VMR. The VMR task is to retrieve moments semantically relevant to the given query from a given single untrimmed video or a large collection of untrimmed videos. The former is known as SVMR (Anne Hendricks et al., 2017; Liu et al., 2021a; Zheng et al., 2022; Qu et al., 2020; Liu et al., 2020; Yang et al., 2022; Wang et al., 2021), and the latter is known as VCMR (Escorcia et al., 2019; Paul et al., 2021; Zhang et al., 2020a; Wang et al., 2022). In SVMR, existing methods mainly concentrate on how to precisely localize temporal boundings of target moments, and could be typically classified as proposal-based methods (Chen et al., 2018; Yuan et al., 2019a; Zhang et al., 2019; Wang et al., 2020a; Gao and Xu, 2021) and proposal-free methods (Yuan et al., 2019b; Qu et al., 2020; Chen et al., 2020a). Proposal-based methods first generate multiple moment proposals, then match them with a query to determine the most relevant one from the proposals. Without generating moment proposals, proposal-free methods predict the start and end time points of the target moment based on the fused video-query feature. As the extension of SVMR, the VCMR task is to retrieve moments (or video segments) that are semantically relevant w.r.t. a given query from a collection of untrimmed videos. The state-of-the-art methods (e.g., ReLoCLNet (Zhang et al., 2021) and XML (Lei et al., 2020)) for VCMR have a two-stage workflow. The first stage is to retrieve a number of candidate videos which may contain the target moment, while the second stage is to retrieve moments from the candidate videos.

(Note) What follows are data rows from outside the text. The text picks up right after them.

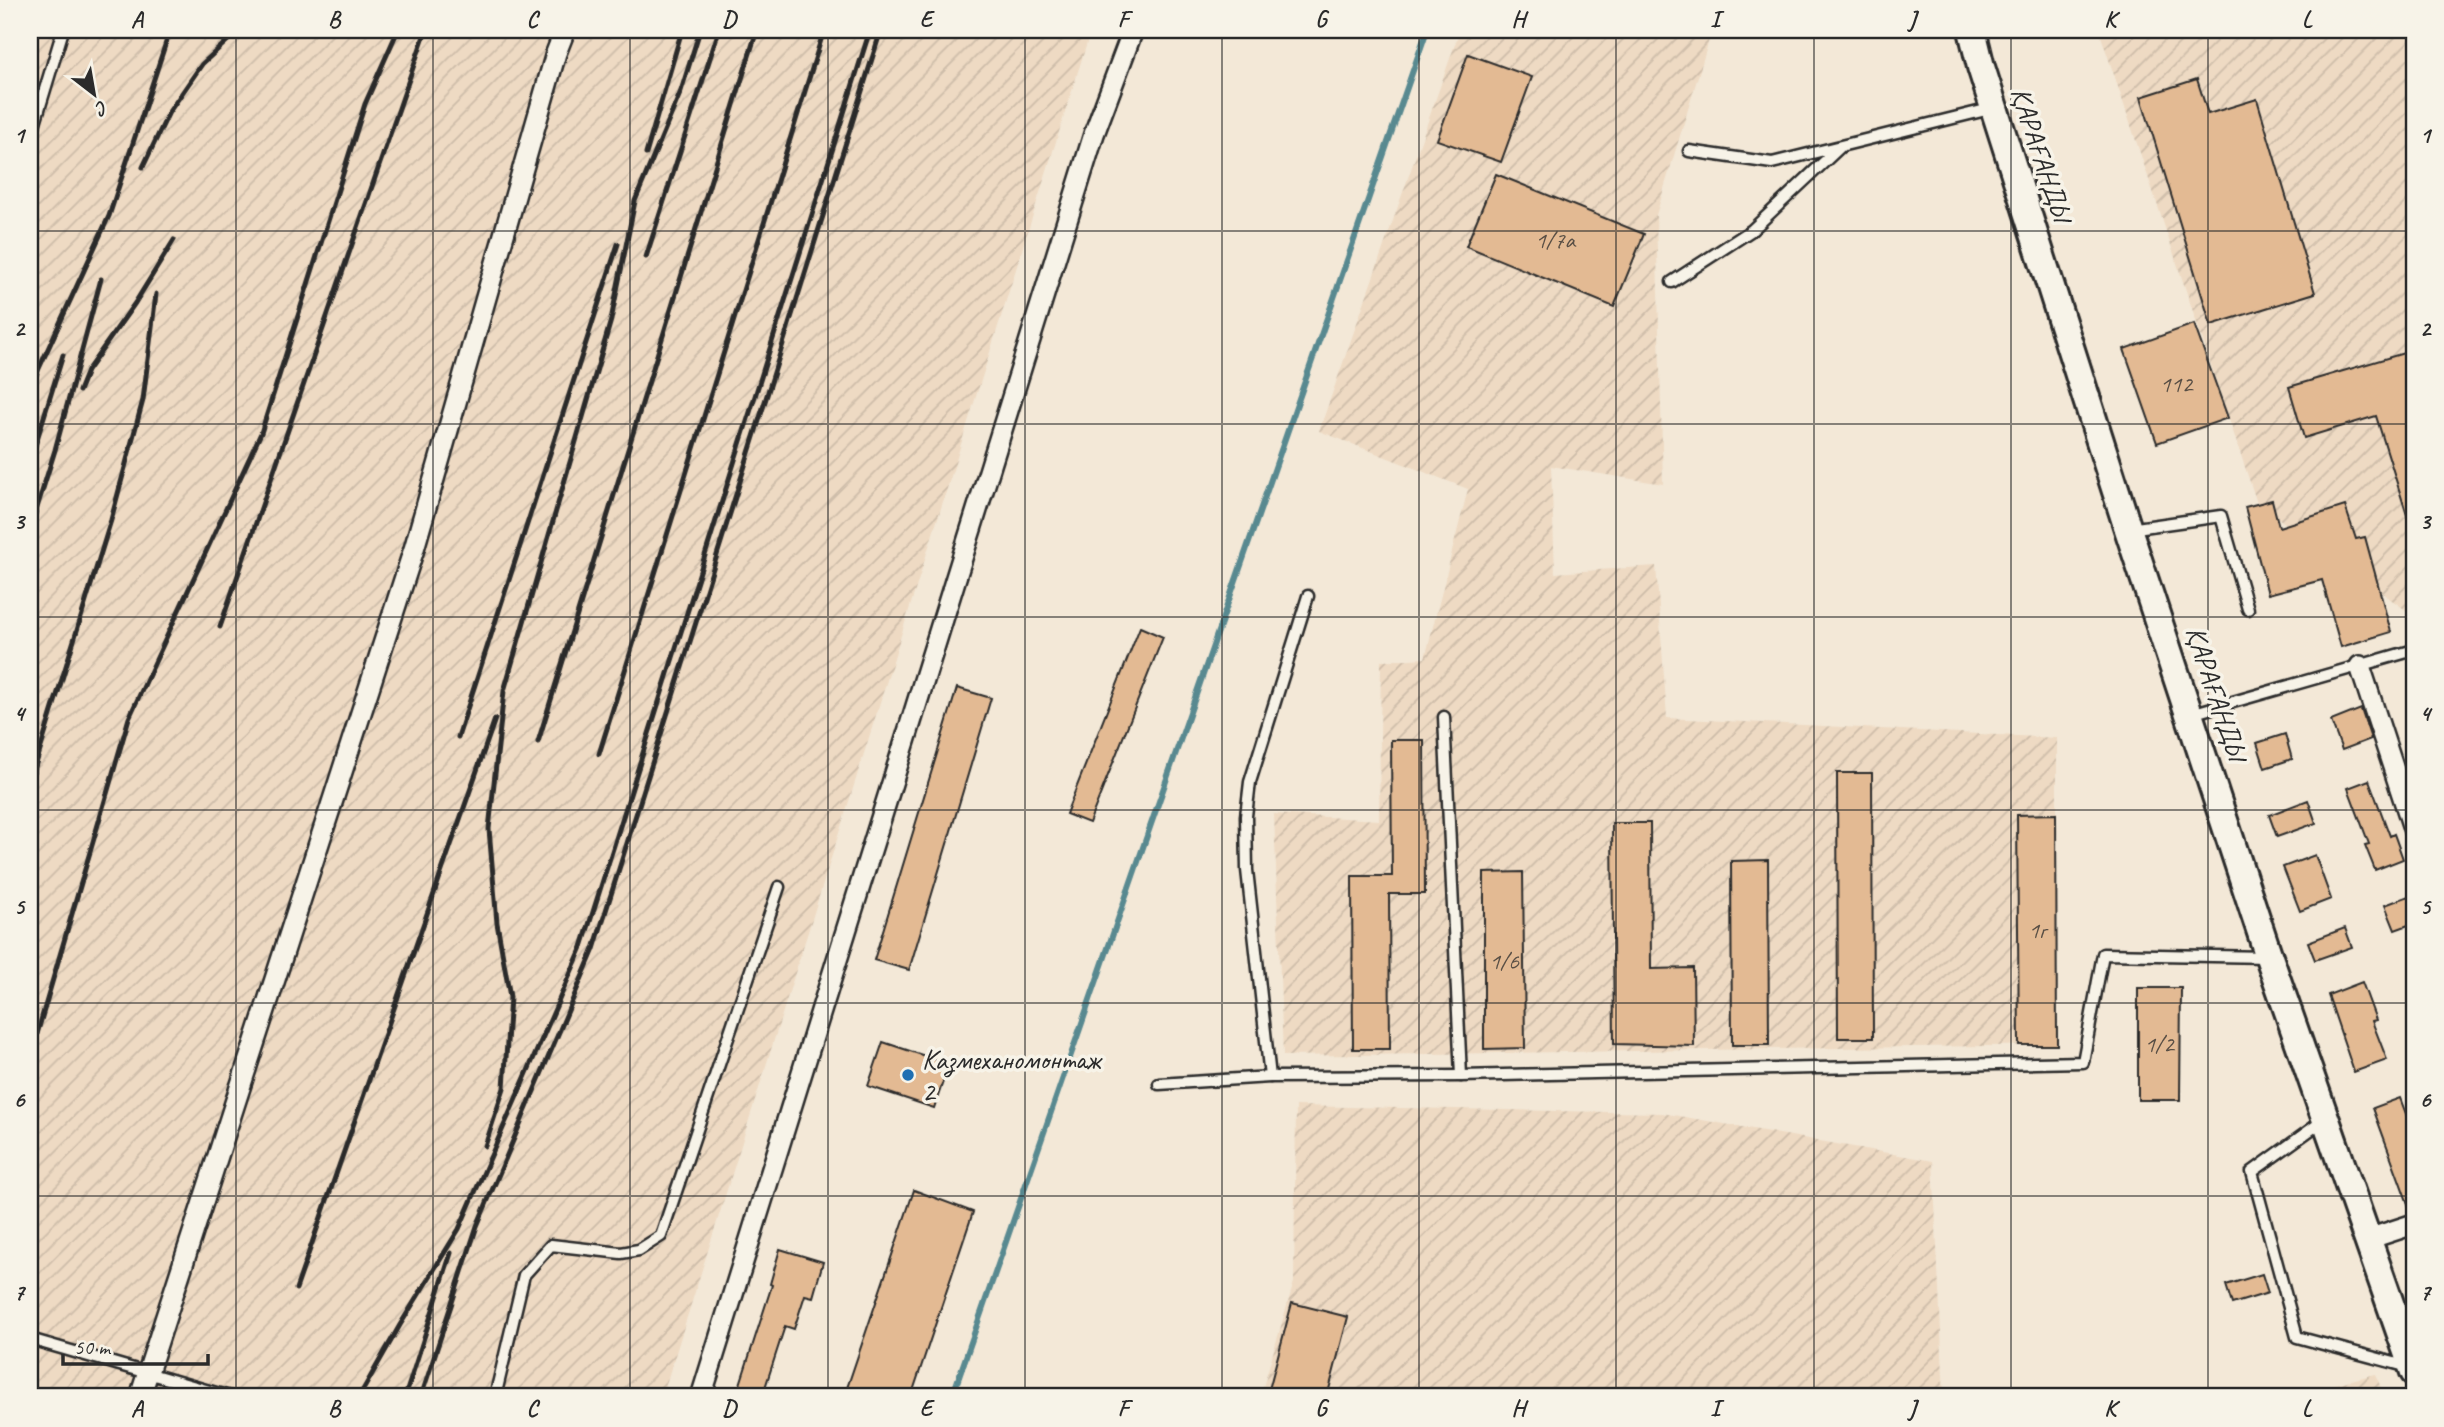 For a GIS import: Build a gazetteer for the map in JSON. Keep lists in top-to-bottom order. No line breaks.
{"streets":{"main road":["ҚАРАҒАНДЫ"]},"places":["Казмеханомонтаж 2"],"house_numbers":["1/7а","112","1г","1/6","1/2"],"scale_bar":"50 m","north":"bottom right","grid":{"columns":["A","B","C","D","E","F","G","H","I","J","K","L"],"rows":["1","2","3","4","5","6","7"]}} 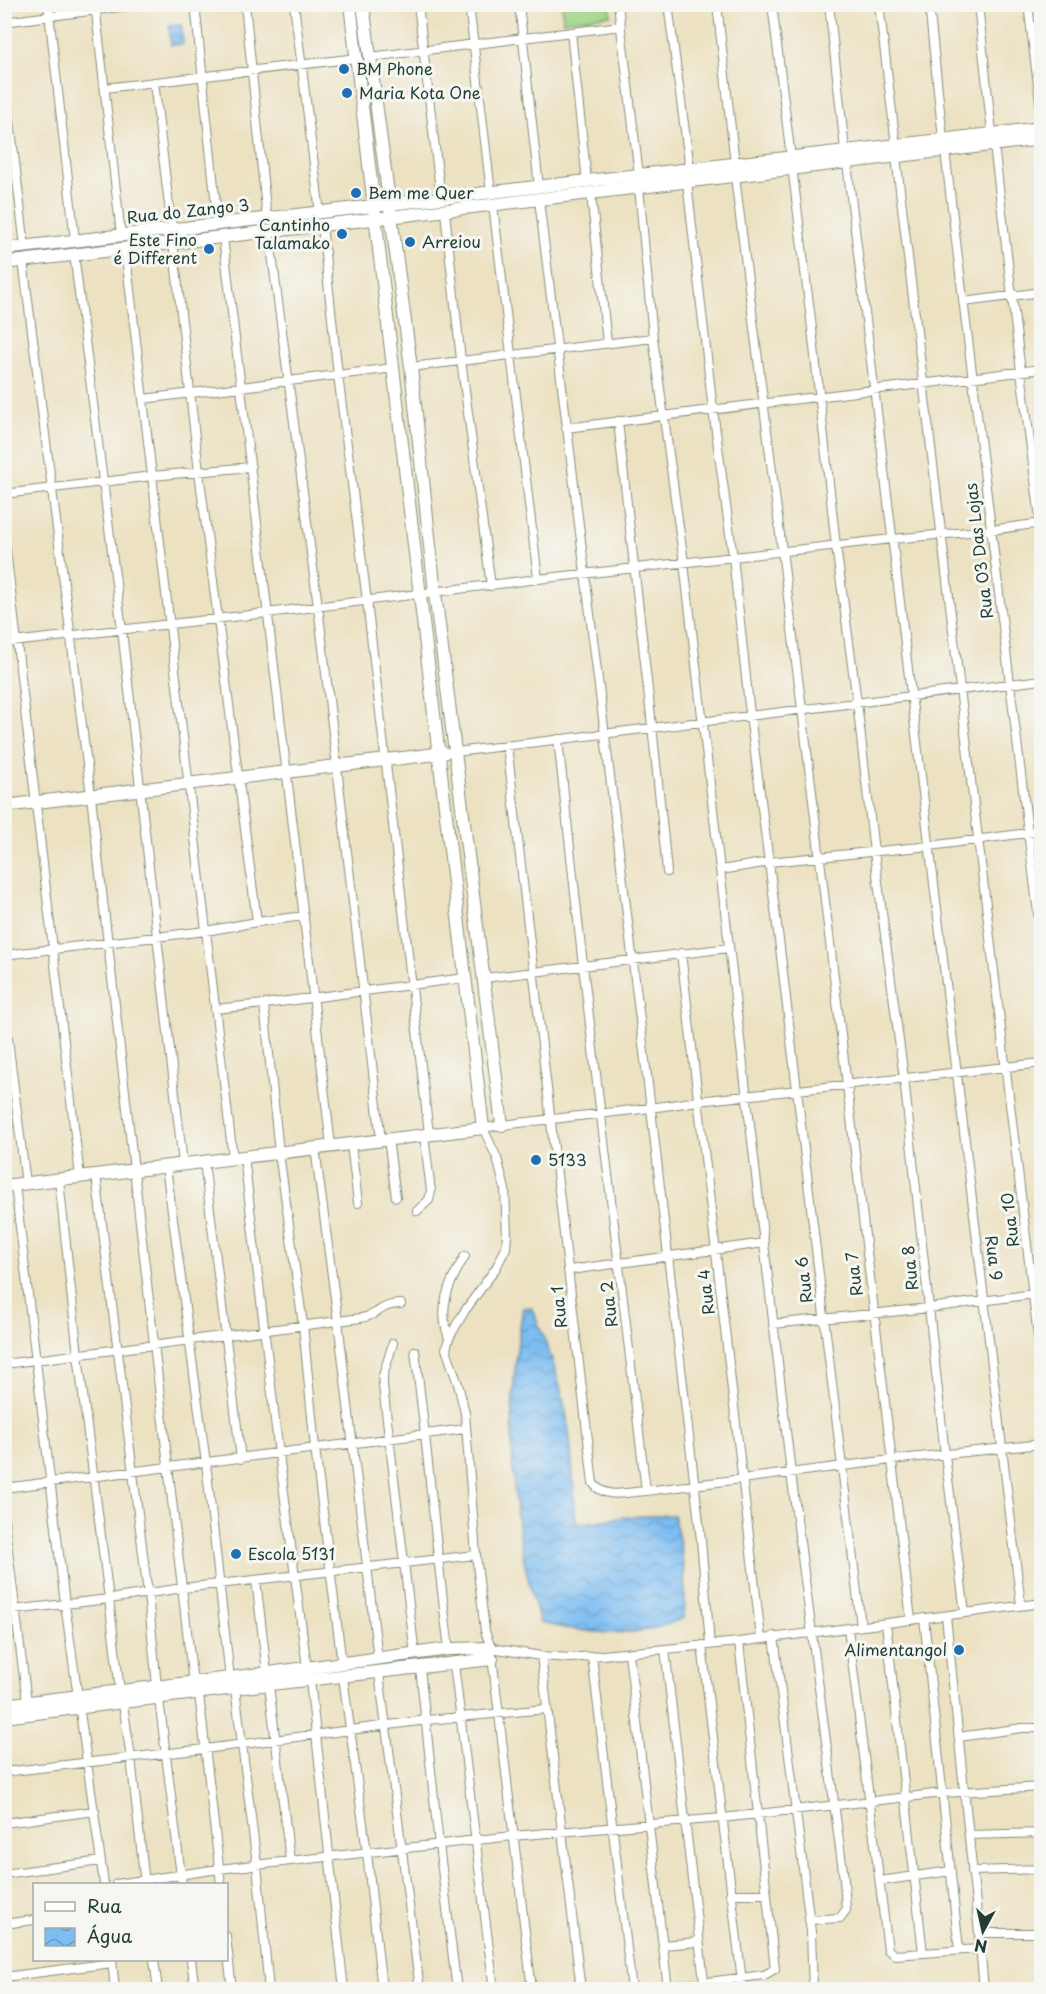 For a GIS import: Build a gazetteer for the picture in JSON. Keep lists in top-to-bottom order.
{
  "streets": {
    "street": [
      "Rua do Zango 3",
      "Rua 03 Das Lojas",
      "Rua 10",
      "Rua 9",
      "Rua 8",
      "Rua 7",
      "Rua 6",
      "Rua 4",
      "Rua 2",
      "Rua 1"
    ]
  },
  "crossings": [
    ["Rua 2", "Rua 1"]
  ],
  "places": [
    "BM Phone",
    "Maria Kota One",
    "Bem me Quer",
    "Cantinho Talamako",
    "Arreiou",
    "Este Fino é Different",
    "5133",
    "Escola 5131",
    "Alimentangol"
  ],
  "legend": ["Rua", "Água"],
  "north": "bottom"
}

Different from video moment retrieval aiming to retrieve moments, our proposed PRVR task aims to retrieve untrimmed videos. Besides, while PRVR is similar to VCMR’s first stage yet requires no moment-level annotations as commonly needed for VCMR. Therefore, a method for PRVR can in principle be used to improve a two-stage method for VCMR, and our proposed model is designed for PRVR, it can also be used for improving VCMR.

MIL. MIL (Dietterich et al., 1997; Maron and Lozano-Pérez, 1997) is a classical framework for learning from weakly annotated data, and widely used for classification tasks (Li et al., 2021b, a). In MIL, a sample is defined as a bag of multiple instances, and there is only a label associated with the bag instead of the instance. Besides, a bag is positive if the bag contains at least one positive instance and negative if it contains no such positive instance. Existing MIL methods could be roughly grouped into instance-based methods (Pinheiro and Collobert, 2015; Oquab et al., 2015; Feng and Zhou, 2017) and embedding-based methods (Ilse et al., 2018; Tu et al., 2019; Li et al., 2021a). The former typically predicts a score of each instance in the bag and aggregates them to generate a bag score. The latter usually aggregates embedding of all instances into a bag embedding, then outputs a bag score based on the bag embedding. In this work, we formulate the PRVR task as a MIL problem. Different from the previous MIL works that usually regrade a sample as a specific bag of instances, in this work a video is simultaneously viewed as a bag of video clips and a bag of video frames. Moreover, we employ MIL for the retrieval task instead of the classification task.

The framework of our proposed model for partially relevant video retrieval.
# — Figure 3. The framework of our proposed model for partially relevant video retrieval. # $k$ denotes a temporal sliding window of size $k$ with a stride of 1.

3. Our Method

We formulate PRVR as a MIL problem. As moments relevant to queries typically show large variations in their temporal lengths, we devise multi-scale video representation to represent videos at multiple temporal scales, obtaining a bag of video clips of varying lengths and a bag of video frames. Based on the two bags, we further propose multi-scale similarity learning to measure the partial query-video relevance, see Fig. 3.

3.1. Formulation of PRVR

Given a natural language query, the task of PRVR aims to retrieve videos containing a moment that is semantically relevant to the given query, from a large corpus of untrimmed videos. As the moment referred to by the query is typically a small part of a video, we argue that the query is partially relevant to the video. It is worth pointing out that PRVR is different from conventional T2V retrieval (Dong et al., 2019; Chen et al., 2020b; Han et al., 2021), where videos are pre-trimmed and much shorter, and queries are usually fully relevant to the whole video.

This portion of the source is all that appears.